8- Preprocess and visualize data offline

If you used continuous saving_mode and want to split them into several files for processing, Octopus Sensing provides this feature by adding only one line to the end of the previous example.

>>> from octopus_sensing.preprocessing.preprocess_devices import preprocess_devices
>>> preprocess_devices(device_coordinator,
...                    output_path,
...                    shimmer3_sampling_rate=128,
...                    signal_preprocess=True)

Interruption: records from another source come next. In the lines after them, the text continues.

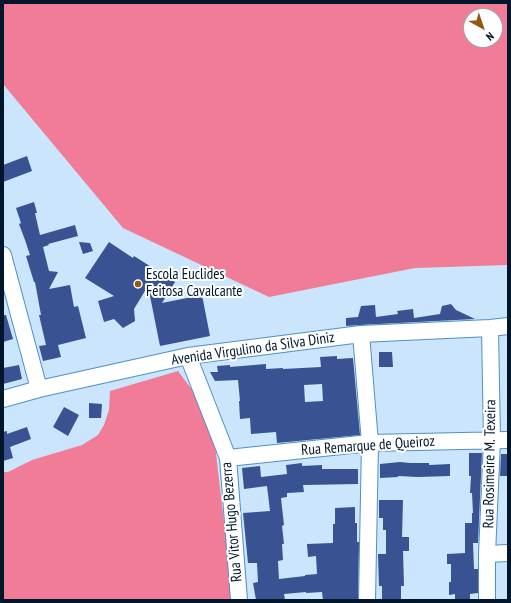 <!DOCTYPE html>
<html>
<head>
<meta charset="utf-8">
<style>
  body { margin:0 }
  #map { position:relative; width:511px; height:603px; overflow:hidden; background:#cbe5fd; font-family:"PT Sans Narrow",sans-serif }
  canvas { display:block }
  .frame { position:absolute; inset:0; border:4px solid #00162b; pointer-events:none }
  .north { position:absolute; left:463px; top:8px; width:40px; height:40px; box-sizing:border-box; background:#fff; border:1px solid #99a2aa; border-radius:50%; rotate:140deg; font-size:11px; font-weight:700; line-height:16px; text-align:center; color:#00162b }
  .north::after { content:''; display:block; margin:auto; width:14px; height:18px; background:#915911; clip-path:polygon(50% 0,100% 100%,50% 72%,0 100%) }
</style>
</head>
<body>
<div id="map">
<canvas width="511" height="603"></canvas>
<div class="frame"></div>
<div class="north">N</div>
</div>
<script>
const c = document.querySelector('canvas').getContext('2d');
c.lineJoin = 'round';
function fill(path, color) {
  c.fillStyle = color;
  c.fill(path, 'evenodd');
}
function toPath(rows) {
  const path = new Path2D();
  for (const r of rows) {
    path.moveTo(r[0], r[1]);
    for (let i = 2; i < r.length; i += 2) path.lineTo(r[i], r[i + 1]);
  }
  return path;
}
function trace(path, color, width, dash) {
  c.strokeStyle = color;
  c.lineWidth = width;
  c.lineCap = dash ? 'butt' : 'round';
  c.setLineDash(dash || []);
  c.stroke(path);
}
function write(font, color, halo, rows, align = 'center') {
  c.font = font + ' "PT Sans Narrow",sans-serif';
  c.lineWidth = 4;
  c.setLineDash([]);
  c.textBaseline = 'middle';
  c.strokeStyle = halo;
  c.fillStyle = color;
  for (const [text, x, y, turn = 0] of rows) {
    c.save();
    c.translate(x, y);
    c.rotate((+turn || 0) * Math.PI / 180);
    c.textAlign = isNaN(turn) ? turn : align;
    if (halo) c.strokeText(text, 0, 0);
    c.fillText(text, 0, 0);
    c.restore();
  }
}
fill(toPath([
  [3,3,508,3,508,265,415,268,269,297,123,228,3,84],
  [471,16,495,16,495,40,471,40],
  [178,371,202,403,215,445,233,600,3,600,3,472,8,472,32,460,82,445,98,435,104,425,109,410,110,391]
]), '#f07c98');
fill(toPath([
  [27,156,32,171,3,182,3,165],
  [34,202,37,213,35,213,40,235,75,225,78,236,48,244,49,245,43,247,49,271,58,272,49,289,70,285,74,307,78,306,86,338,58,345,61,357,43,361,39,346,46,345,39,315,41,315,35,282,34,282,26,256,30,255,25,240,19,224,21,223,16,208],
  [79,242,90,243,93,251,83,254],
  [109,242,133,258,134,256,175,282,162,303,202,295,210,336,160,346,148,286,134,309,135,321,123,328,114,319,104,322,98,301,114,296,85,278],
  [451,304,456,310,475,319,360,325,346,326,346,318,358,317,361,306,375,305,376,317,398,314,397,311,413,309,414,318,440,314,442,306],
  [3,315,6,315,13,339,3,342],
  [379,352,392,352,393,367,379,367],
  [337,356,337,359,353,358,360,435,277,443,276,432,251,434,250,418,240,419,239,401,240,401,238,380,215,381,210,372,218,372,217,366,230,365,230,367,266,364,266,369,283,368,283,369,321,367,320,357],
  [322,384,323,401,305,402,304,385],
  [19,365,22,379,3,384,3,368],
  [89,403,102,404,101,418,89,418],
  [64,407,79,415,68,436,53,427],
  [27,427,31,439,10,447,13,458,3,461,3,432,7,431,7,434],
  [469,453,482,453,478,543,473,543,474,569,478,569,478,593,470,594,470,600,455,600,455,594,449,595,449,582,451,582,451,564,447,564,447,554,465,553,465,523,472,523,472,513,473,513,472,493,470,493,471,476,469,476],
  [501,454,508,454,508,476,500,476],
  [400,462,410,463,429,463,429,465,450,464,450,476,418,477,398,476,398,477,380,478,380,464],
  [302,463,302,466,322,465,322,469,358,469,358,484,303,485,304,492,287,493,287,497,281,498,284,525,282,526,284,544,282,544,283,560,278,561,279,579,305,576,305,575,317,574,316,556,308,557,307,544,333,543,333,524,335,524,335,508,355,507,355,523,357,523,357,542,359,542,358,600,323,600,322,592,306,593,306,592,284,594,285,600,256,600,253,583,258,582,257,563,248,563,243,513,270,511,267,486,244,489,242,468,260,466,261,477,287,474,286,465],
  [379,500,403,500,402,537,409,537,409,551,403,551,404,586,401,586,401,600,382,600,382,586,379,586,378,554,386,554,386,530,383,530,383,518,379,518]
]), '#395292');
const minor = toPath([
  [3,255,39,389],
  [361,334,370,443,367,600],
  [188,356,228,458,239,600],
  [3,399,39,389,188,356,361,334,490,328,508,326],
  [228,458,370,443,508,440],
  [487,554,508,553],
  [487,600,487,554,492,441,490,328]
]);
trace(minor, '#4e90c9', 18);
trace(minor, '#fff', 16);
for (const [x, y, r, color] of [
  [138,284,4,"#915911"]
]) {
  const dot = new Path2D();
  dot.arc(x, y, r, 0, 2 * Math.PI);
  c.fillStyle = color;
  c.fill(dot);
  trace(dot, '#fff', 1.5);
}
write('15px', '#00162b', '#fff', [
  ["Escola Euclides",146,275],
  ["Feitosa Cavalcante",146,292]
], 'left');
write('15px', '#00162b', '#fff', [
  ["Avenida Virgulino da Silva Diniz",253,349,-8],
  ["Rua Remarque de Queiroz",368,446,-4],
  ["Rua Rosimeire M. Texeira",490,464,-89],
  ["Rua Vitor Hugo Bezerra",232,522,-95]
]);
</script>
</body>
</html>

By passing the instance of DeviceCoordinator as a parameter to preprocess_devices function, it will apply preprocessing step on all added devices that implemented preprocessing. For audio and video, we don’t need any general preparation. But, the OpenBCI and Shimmer3 sensor will apply three or two preprocessing steps according to the passed parameters. It will resample the recorded data for Shimmer3 in this example to a sampling rate of 128 Hz. Then it will split data based on start and stop triggers. Then, since signal_preprocess is True, it will apply bandpass filtering and cleaning noises. Finally, this data will be recorded in the specified output path and ready to be used for analysis.

See Octopus Sensing Visualizer to know more about visualizer and how to use it.

9- Watching video scenario Octopus Sensing provides the common scenario in emotion recognition studies. In this scenario, data is recording during a watching video task and the user can report emotions using a questionnaire. Every steps in the code is fully commented. By reading and running this example you can learn how to do every step in the scenario, monitor data in real-time and visualize data after finishing the scenario. See the example in octopus-sensing/examples/full_scenario.